On Ilya Kaminsky’s “We Lived Happily During the War”

While reading through the assigned poems I accidentally flipped back a page and was immediately intrigued by the line “and when they bombed other people’s houses, we.” The lower case “and” beginning gave the impression of an ongoing dialogue conveying the feeling of being stuck in shock or inner turmoil, almost as if the reader had entered into the middle of a perpetual confession. I didn’t read the title until after reading the first line, and although it wasn’t a difficult leap to make I enjoyed the complexity brought by the concepts of “living” and “happiness” mingling with “war.” As I kept on reading I found myself appreciating the line breaks

“but not enough, we opposed them but not

enough. I was”

that left me with a sense of combined hesitance and breathlessness. I related this combination to the difficulty of acknowledging the moments in which we don’t do enough, or neglect to assume responsibility for the fact that we all exist in ecological communities.

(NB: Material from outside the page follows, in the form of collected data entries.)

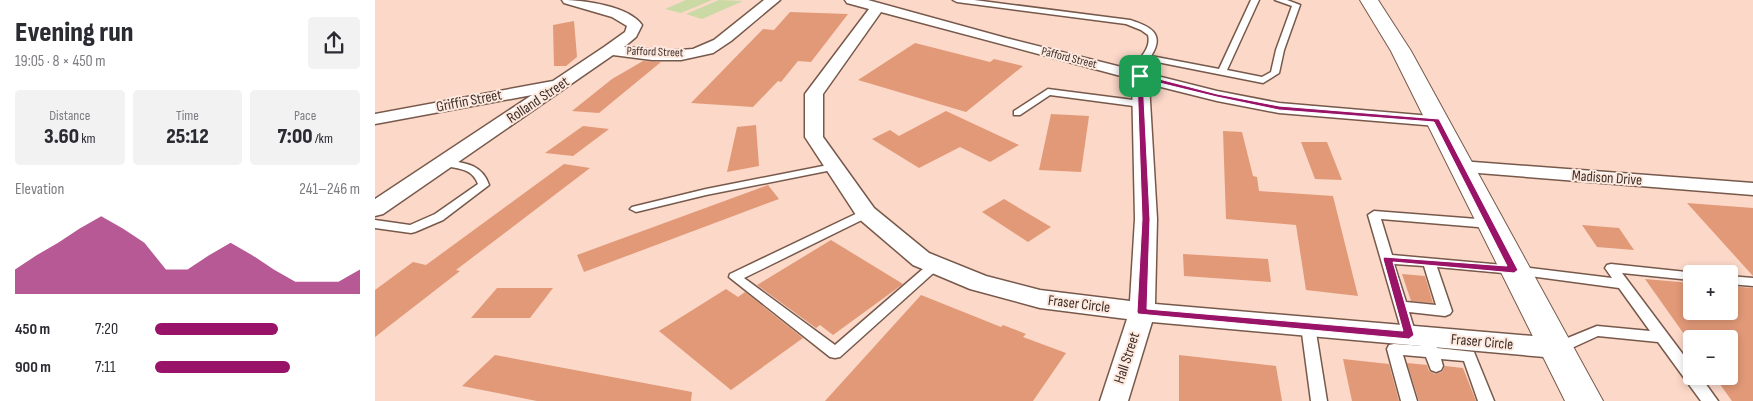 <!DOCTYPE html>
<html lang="en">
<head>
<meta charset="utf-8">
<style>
	:root { --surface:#fff; --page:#f2f2f3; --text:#2b2b33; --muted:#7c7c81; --accent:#991368 }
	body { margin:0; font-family:"Sofia Sans Condensed",sans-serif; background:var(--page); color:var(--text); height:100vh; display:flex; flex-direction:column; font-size:19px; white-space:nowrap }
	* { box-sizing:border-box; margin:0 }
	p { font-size:16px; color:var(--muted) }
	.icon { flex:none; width:28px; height:28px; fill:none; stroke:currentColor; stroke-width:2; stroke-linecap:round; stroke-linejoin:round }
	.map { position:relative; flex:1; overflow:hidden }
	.side { display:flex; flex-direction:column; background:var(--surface); width:375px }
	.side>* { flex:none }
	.fabs { position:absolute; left:1308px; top:265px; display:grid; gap:10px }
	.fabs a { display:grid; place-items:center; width:55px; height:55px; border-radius:5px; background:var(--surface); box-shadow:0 2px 8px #0003; font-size:25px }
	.pin { position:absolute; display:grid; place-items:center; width:42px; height:42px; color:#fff; margin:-21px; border-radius:10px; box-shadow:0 2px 8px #0006 }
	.round { display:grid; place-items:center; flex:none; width:52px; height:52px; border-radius:5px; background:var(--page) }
	.summary { display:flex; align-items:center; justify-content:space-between; height:85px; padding:0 15px }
	h1 { font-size:28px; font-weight:800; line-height:38px }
	.metrics { display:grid; grid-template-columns:repeat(3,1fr); gap:8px; height:85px; padding:5px 15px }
	.metrics div { display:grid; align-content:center; border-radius:5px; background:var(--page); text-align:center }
	.metrics b { font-size:21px; font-weight:800 }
	.metrics small { font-size:14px; font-weight:400 }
	.metrics p { font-size:14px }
	.chart { height:140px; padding:10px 15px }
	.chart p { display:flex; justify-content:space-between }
	.chart svg { width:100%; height:90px; margin-top:5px; fill:var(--accent); opacity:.7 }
	ul { padding:0 15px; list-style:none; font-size:16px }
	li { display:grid; grid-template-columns:80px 60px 1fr; align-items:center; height:38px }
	li i { height:12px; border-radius:6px; background:var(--accent) }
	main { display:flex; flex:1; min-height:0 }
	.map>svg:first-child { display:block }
	.green { fill:#cbd9a5 }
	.building { fill:#e29978 }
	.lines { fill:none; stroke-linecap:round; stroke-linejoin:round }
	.lane-casing { stroke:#77594b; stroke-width:3 }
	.street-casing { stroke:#77594b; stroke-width:3 }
	.primary-casing { stroke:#77594b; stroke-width:2 }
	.lane { fill:#fff; fill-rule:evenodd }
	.street { fill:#fff; fill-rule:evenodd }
	.primary { fill:#fff; fill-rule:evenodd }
	.route { fill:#991368; stroke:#fff; fill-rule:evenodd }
	.labels { text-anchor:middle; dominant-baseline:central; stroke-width:4; stroke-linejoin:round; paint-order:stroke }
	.far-street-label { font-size:12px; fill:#3d2f29; stroke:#fee9df }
	.street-label { font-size:15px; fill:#3d2f29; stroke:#fee9df }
</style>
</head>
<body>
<main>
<section class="side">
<div class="summary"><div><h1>Evening run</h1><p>19:05 · 8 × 450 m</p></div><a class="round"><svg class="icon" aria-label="share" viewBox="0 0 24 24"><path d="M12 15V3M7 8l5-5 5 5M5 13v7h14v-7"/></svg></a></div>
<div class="metrics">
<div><p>Distance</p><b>3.60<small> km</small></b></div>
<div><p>Time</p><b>25:12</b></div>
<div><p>Pace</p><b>7:00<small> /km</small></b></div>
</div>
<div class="chart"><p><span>Elevation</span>241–246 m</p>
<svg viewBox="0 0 160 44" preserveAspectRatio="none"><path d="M0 44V32L10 25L20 19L30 12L40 6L50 12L60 19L70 32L80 32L90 25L100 19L110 25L120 32L130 38L140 38L150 38L160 32V44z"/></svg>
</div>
<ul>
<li><b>450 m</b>7:20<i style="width:60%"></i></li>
<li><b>900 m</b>7:11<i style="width:66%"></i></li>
</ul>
</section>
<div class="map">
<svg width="1378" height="401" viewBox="0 0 1378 401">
	<rect width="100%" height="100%" fill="#fbd8c8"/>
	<!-- green -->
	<path class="green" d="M311,0h26l-31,13 -16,-4z
		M344,0l24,1 -41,18 -16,-5z"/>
	<!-- building -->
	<path class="building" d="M415,12l58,2 -37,48 -13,-1 -17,21 -3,-1 -25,26 -62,-4 72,-74 11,1z
		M199,21l3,36 -11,9h-12l-1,-41z
		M540,43l75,19 4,-3 29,7 -57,46 -108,-32z
		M268,61l18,1 -62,51 -27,-2 40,-32z
		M571,111l73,34 -29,17 -30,-15 -41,21 -47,-29 18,-9 9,6z
		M676,114l38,2 -8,56 -42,-2z
		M381,125l3,41 -32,6 10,-45z
		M208,126l26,3 -36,27 -28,-3z
		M848,131l19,1 11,44 4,1 2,14 74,5 25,100 -52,-6 -10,-65 -70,-6z
		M926,142h26l15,38 -27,-1z
		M189,164l26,4 -134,102 4,1 -85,66v-47l38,-28 13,3z
		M393,185l11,14 -195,73 -7,-17z
		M629,199l47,28 -23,15 -46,-30z
		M1312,203l66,5v68z
		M1207,225l37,3 15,22 -37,-3z
		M456,240l72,44 -70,51 -13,-10 -4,3 -59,-43z
		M808,254l85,5 3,23 -87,-6z
		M1027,274l23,2 8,27 -22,-2z
		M1270,279l46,4v28h38v-25l24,2v113h-21l-18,-25h15v-37h-38v5z
		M122,288h56l-23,30h-59z
		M351,289l12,8 7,-5 58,46 -72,52 -72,-59z
		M546,295l80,32 2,-2 23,9 -3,3 43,16 -33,48h-208z
		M120,355l197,37 -1,9h-154l-75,-15z
		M804,355l97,11 6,35h-103z
		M968,359l46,5 10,37h-47z
		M1032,363l20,2 2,6 6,3 7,-2 3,-6 18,2 13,33h-57z"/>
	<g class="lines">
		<!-- lane casing -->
		<g class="lane-casing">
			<path id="lane" d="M578,0h21l156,20c19,6 36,13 21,36l68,13 32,-69h8l-32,70 35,7 9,-5 5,-22 16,-44 -17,-6h12l13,5 -16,45 -5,23 -16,10 -116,-23 -14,16h-6v-4c9,-10 25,-22 21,-37l-7,-5 -15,-6 -169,-22z
				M673,89l93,12 5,3 -5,3 -91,-12 -30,20h-6v-4z
				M70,160c20,3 37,4 44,25l-46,35 -28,12 -4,1 -36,-5v-8l35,5 25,-11 43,-30c-6,-17 -22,-15 -37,-19l-1,-2z
				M458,164l4,1 1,2 -1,2 -131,26 -70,17 -6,-3 2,-2 74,-18z
				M491,209l4,1 2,3 -2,3 -126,62 91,67 96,-83h8l2,3 -2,3 -99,89 -5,1 -5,-1 -101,-80 1,-3z
				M999,211l116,9 6,4 -6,4 -109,-9 11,36 122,11 98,12 -7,-10 2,-3 4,-1 85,9 -5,1v6l-69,-7 69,92v11h9l18,25h-17l-43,-59 -60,-6 -35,16 -5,1 -5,-1 -2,-4 2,-4 44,-18 53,5 -31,-43 -105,-14 -77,-7 15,44 -2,3 -5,2 -36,-4 7,23 -2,4 -5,1 -5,-1 -36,-124zM1019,264l30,2 12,39 -30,-3z
				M1354,276l24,2v8l-24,-2z
				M933,321l5,1 2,4 12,75h-16l-10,-75 2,-4z
				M1055,343l5,1 2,4 37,4 20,49h-16l-14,-40 -23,-2 2,7 -2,4 -5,2 -5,-2 -5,-13 -23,-2 14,46h-16l-14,-52 2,-4 5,-1 30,2z"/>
		</g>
		<!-- street casing -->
		<g class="street-casing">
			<path id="street" d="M187,0c22,0 67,6 80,25l-6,12 -12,10 42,4 27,-2 21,-9 50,-40h16l-49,41 -18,12 -32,7h-29l-39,-5 -230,159 -8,2v-17l157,-104 -157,29v-10l178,-33 51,-34 21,-15 2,-6 -15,-9 -48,-14z
				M470,0h23l138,38 211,53 62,12 164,14 3,4 -3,4 -6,1 -158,-13 -62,-12 -68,-17 8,135 -2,85 401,34 9,3 4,7 -4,7 -9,3 -404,-36 -24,79h-28l27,-82 -87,-11 -70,-19 -57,-24 -55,-47 -53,-81v-43l64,-85 -22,-6zM506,12l251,67 3,140 -5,82 -90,-11 -54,-14 -57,-23 -55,-45 -51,-71v-43z
				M1085,161l293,22v12l-300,-24 -3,-4 3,-4z"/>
		</g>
		<!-- primary casing -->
		<g class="primary-casing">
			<path id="primary" d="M985,0h18l33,51 192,350h-38l-174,-350z"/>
		</g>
		<!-- lane -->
		<use href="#lane" class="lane"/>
		<!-- street -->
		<use href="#street" class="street"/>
		<!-- primary -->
		<use href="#primary" class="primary"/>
	</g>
	<!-- route -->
	<path class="route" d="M765,74l77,20 62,12 160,13 79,151 -4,3 -121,-11 21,73 -5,4 -271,-25 -1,-2 5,-93 -5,-143zM768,79l74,18 62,13 155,12 73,144 -123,-9 -1,2 20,72 -256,-22 3,-90z"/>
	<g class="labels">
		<!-- far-street labels -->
		<g class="far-street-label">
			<text transform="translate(280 52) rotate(2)">Pafford Street</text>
			<text transform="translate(694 58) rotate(14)">Pafford Street</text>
		</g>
		<!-- street labels -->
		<g class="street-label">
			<text transform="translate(163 100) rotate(-34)">Rolland Street</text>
			<text transform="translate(94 101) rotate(-11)">Griffin Street</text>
			<text transform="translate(1232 178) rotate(4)">Madison Drive</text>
			<text transform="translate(704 304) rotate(7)">Fraser Circle</text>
			<text transform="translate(1107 342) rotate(5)">Fraser Circle</text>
			<text transform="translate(752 358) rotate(-72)">Hall Street</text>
		</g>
	</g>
</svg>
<div class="fabs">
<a>+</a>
<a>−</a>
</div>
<div class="pin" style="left:765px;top:76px;background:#1e9e55"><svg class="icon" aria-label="arrive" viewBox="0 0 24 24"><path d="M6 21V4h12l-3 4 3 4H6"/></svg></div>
</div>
</main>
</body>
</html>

The last thing that caught my attention about this poem was the use of parentheses in the second to last line. I think that the parentheses afford the statement “we (forgive us)” a murkiness that is really important here, as it is left to the reader to decide if the speaker is requesting forgiveness from the reader/victims of war or stating the fact that the “we” (a pronoun which likely includes many American readers) have already forgiven one another.